だからこんなにも風属性の力を行使する事が出来るのかと、ムディナは納得する。風の力の申し子達、ムトクリス族を形容する者も大勢いる。
実際に実在するとは思いもしなかった。隠れて過ごしているという話を聞いていたし、何なら都市伝説の類いなのかなと、若干ムディナは疑問視していたくらいだ。だから本当にいるとは、驚愕してしまっていた。
「ムトクリス族か。いやヘタレつているお前には、分不相応だな。マジで」
それを聞き、ラーウォは激昂する。風の勢いが強くなり、ラーウォを起点に台風が発生する。風と水属性の力は、親和性が著しく高い。だからこそ嵐を発生させるのも、容易に行える現象と言えるだろうか。

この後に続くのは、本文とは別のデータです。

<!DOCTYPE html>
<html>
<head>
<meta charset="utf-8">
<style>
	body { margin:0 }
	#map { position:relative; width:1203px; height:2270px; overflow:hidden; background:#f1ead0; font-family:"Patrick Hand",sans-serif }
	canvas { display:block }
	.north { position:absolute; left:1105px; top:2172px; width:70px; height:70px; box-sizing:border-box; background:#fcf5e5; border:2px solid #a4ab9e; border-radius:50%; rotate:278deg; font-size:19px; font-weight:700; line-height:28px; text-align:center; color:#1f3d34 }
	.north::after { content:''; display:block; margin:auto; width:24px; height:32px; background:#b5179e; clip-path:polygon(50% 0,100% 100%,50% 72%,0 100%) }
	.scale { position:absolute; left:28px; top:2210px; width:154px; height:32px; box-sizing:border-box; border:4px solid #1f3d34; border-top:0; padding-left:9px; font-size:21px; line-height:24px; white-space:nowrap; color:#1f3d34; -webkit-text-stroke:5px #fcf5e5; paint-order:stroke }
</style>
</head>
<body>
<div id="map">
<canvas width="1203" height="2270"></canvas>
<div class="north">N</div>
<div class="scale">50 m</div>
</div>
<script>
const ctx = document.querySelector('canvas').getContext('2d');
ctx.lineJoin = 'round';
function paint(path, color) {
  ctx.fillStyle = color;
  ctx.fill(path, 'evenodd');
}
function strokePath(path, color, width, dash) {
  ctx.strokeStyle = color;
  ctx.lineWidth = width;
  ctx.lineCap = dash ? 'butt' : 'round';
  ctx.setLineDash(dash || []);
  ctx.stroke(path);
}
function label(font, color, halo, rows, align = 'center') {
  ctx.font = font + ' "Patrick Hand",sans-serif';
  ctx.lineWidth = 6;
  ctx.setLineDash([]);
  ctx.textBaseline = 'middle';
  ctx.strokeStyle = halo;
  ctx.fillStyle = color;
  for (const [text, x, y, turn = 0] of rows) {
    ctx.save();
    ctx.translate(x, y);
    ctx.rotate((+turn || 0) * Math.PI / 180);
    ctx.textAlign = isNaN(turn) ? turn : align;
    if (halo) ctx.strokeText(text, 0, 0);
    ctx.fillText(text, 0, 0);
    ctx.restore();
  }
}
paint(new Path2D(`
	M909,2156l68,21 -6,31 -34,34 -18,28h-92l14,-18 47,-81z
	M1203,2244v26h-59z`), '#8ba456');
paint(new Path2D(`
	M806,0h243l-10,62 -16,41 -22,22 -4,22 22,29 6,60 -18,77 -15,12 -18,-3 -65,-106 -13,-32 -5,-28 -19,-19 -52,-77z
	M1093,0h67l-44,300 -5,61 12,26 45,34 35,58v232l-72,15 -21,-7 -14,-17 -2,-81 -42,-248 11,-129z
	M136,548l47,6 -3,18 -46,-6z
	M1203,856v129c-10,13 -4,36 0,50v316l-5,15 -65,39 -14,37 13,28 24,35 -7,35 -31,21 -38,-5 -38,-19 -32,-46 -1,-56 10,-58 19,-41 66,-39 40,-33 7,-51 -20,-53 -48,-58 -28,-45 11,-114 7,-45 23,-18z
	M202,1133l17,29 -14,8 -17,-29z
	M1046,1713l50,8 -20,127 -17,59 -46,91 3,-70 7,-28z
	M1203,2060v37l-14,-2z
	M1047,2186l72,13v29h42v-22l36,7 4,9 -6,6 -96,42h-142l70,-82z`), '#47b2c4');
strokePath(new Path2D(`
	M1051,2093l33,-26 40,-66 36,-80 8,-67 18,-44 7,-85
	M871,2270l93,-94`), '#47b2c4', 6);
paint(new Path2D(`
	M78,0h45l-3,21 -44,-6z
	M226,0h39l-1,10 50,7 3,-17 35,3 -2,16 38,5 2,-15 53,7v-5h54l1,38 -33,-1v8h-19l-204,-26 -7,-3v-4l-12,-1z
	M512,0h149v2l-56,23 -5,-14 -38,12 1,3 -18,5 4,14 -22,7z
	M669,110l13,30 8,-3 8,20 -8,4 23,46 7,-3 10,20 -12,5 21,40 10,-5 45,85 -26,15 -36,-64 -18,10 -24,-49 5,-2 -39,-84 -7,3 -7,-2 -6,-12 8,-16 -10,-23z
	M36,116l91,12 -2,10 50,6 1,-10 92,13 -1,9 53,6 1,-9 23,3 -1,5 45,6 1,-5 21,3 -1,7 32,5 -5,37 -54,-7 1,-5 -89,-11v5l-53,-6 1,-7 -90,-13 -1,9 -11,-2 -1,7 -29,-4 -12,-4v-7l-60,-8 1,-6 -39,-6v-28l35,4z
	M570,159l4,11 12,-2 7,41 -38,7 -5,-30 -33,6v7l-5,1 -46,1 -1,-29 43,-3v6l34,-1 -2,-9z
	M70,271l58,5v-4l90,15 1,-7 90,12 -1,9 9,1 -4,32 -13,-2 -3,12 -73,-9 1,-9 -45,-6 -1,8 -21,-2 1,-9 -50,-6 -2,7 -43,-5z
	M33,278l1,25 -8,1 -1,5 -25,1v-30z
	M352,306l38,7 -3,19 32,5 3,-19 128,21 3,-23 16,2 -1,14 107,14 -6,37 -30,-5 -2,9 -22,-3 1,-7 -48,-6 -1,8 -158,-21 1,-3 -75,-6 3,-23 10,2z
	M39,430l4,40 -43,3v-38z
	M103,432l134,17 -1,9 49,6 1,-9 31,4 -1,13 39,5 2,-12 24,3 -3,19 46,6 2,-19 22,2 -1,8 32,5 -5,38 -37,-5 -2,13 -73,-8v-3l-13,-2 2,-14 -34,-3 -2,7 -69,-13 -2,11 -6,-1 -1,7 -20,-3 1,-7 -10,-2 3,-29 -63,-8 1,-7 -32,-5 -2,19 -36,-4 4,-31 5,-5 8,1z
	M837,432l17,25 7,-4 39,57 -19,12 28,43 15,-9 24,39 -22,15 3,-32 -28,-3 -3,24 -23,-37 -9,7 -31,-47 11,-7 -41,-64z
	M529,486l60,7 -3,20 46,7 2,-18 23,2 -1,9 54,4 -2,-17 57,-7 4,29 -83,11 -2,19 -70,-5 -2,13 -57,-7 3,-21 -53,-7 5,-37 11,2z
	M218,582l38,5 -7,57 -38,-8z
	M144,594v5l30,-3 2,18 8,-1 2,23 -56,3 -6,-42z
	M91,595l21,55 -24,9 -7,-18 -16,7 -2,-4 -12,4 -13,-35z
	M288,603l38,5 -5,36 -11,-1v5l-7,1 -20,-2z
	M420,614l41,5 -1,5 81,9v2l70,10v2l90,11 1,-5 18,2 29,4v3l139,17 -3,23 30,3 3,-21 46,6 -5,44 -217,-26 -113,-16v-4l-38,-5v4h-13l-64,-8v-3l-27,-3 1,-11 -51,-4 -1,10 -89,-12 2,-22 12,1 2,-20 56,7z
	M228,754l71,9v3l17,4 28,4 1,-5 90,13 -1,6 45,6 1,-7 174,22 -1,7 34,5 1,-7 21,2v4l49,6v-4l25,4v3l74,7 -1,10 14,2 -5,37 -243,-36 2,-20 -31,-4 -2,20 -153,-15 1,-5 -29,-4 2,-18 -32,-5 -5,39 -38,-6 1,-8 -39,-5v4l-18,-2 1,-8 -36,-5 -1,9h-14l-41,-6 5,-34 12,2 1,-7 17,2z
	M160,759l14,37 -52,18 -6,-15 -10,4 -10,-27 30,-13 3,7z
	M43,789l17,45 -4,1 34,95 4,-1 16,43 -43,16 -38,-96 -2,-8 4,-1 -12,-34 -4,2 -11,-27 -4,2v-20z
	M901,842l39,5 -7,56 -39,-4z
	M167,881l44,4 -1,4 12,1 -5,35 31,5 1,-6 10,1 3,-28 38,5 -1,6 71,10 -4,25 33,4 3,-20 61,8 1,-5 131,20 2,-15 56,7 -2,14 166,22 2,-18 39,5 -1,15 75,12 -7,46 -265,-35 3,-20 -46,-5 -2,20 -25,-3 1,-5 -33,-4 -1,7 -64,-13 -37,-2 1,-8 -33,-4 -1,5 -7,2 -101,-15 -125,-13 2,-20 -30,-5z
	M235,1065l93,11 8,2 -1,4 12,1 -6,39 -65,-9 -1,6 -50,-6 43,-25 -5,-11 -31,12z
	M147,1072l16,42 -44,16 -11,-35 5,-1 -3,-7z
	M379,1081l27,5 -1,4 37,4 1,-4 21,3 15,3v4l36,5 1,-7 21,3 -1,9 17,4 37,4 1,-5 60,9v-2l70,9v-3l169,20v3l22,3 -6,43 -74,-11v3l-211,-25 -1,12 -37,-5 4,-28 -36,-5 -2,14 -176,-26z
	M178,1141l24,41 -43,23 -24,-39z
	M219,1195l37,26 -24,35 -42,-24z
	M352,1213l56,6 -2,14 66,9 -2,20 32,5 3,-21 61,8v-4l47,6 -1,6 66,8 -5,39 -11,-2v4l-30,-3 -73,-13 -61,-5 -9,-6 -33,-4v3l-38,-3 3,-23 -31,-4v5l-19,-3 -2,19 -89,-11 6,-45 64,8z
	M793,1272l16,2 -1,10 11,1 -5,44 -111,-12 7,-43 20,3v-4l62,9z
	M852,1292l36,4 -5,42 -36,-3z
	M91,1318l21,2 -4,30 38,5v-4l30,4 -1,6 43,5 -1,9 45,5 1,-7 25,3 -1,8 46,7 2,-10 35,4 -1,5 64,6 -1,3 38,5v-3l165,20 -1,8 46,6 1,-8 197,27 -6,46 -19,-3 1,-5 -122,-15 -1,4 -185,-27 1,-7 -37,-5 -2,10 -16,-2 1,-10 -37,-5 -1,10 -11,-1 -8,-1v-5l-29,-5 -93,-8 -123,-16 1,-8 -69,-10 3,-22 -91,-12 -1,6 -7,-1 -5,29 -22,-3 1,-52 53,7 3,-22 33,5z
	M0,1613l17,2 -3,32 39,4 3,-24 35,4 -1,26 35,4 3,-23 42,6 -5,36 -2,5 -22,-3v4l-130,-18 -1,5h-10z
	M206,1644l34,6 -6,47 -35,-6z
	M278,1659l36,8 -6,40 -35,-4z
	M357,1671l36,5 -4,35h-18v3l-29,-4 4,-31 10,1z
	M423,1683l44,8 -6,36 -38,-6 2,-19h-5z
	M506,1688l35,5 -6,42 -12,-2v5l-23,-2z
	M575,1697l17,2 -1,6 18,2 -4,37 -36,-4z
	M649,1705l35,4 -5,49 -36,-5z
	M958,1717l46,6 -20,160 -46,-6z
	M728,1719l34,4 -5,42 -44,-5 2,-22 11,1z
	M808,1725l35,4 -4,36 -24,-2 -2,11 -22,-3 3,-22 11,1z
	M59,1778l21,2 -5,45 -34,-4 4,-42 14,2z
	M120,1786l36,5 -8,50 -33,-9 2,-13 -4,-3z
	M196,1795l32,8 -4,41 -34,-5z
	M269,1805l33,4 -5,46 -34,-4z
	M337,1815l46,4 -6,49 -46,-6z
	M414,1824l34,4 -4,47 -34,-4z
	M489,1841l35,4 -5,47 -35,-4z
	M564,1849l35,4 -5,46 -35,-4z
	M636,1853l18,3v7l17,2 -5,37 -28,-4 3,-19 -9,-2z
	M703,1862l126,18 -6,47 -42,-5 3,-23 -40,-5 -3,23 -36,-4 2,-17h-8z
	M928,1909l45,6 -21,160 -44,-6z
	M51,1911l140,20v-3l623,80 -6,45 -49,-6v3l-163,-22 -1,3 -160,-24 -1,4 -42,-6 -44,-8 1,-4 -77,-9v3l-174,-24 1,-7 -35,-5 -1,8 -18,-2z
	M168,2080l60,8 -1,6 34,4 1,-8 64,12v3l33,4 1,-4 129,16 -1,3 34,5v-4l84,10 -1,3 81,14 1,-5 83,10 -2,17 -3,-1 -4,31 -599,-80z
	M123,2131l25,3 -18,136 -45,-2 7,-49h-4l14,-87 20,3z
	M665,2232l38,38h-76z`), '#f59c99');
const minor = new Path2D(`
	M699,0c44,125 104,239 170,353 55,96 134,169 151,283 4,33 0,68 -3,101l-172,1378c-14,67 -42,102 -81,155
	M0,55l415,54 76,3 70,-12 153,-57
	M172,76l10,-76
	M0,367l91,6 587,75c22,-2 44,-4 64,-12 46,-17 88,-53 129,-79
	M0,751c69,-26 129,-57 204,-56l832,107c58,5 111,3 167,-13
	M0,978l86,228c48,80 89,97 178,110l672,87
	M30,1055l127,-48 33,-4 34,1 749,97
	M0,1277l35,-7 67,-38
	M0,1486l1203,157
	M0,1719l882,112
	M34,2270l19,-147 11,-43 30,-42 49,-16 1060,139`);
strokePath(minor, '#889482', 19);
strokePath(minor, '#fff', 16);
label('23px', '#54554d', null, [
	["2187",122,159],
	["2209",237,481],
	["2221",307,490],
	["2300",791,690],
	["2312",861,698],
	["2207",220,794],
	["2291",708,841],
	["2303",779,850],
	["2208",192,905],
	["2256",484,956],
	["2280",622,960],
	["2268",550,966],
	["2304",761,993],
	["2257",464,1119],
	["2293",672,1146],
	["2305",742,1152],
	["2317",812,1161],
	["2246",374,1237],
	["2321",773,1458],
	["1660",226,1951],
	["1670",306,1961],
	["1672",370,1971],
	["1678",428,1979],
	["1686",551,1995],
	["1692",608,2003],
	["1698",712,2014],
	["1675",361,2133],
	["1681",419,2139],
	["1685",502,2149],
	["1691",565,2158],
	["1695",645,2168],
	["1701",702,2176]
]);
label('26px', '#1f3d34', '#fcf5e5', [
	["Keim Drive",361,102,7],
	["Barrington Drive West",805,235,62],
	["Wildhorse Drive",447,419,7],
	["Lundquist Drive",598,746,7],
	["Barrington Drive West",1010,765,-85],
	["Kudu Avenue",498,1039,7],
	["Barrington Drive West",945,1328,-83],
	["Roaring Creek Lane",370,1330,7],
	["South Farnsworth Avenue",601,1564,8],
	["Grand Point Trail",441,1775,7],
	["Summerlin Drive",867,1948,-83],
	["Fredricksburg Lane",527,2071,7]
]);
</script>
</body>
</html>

強き風が舞い、足をしっかり地面に付けてないと、吹き飛ばされてしまいそうな勢いである。本当に風の魔法というよりかは、雷、風、水の三属性を含んだ嵐属性の魔法に近しいものに思えてしまった。
「俺の何処が、ヘタレているって言うんだ!? ふざけるのも大概にしろ!?」
そう言うと、ラーウォは姿を消していく。文字通りに、その場からラーウォという存在は掻き消えたのだ。
次の瞬間、後方から鋭い怒気と敵意を感じた。それに反応するようにして、ムディナは右手を伸ばした。
「な!?」とラーウォは、あり得ない物を目にしたような感じで体が固まった。
ムディナはただ人差し指一つで、ラーウォの短剣を二つとも同時に受け止めたのだ。神業のような、余裕の受け止め方をしたムディナを見て、本当に敵わない相手だと悟りそうであった。
「姿が見えなくなったからと言って、攻撃が単調になっていい訳じゃないな。随分、余裕だね。一発、貰っとき」
闘龍気を加減して、右手に収束させて、ラーウォの左頬を思っ切りぶん殴った。それにより、ラーウォはそれなりに遠くに飛んでいった。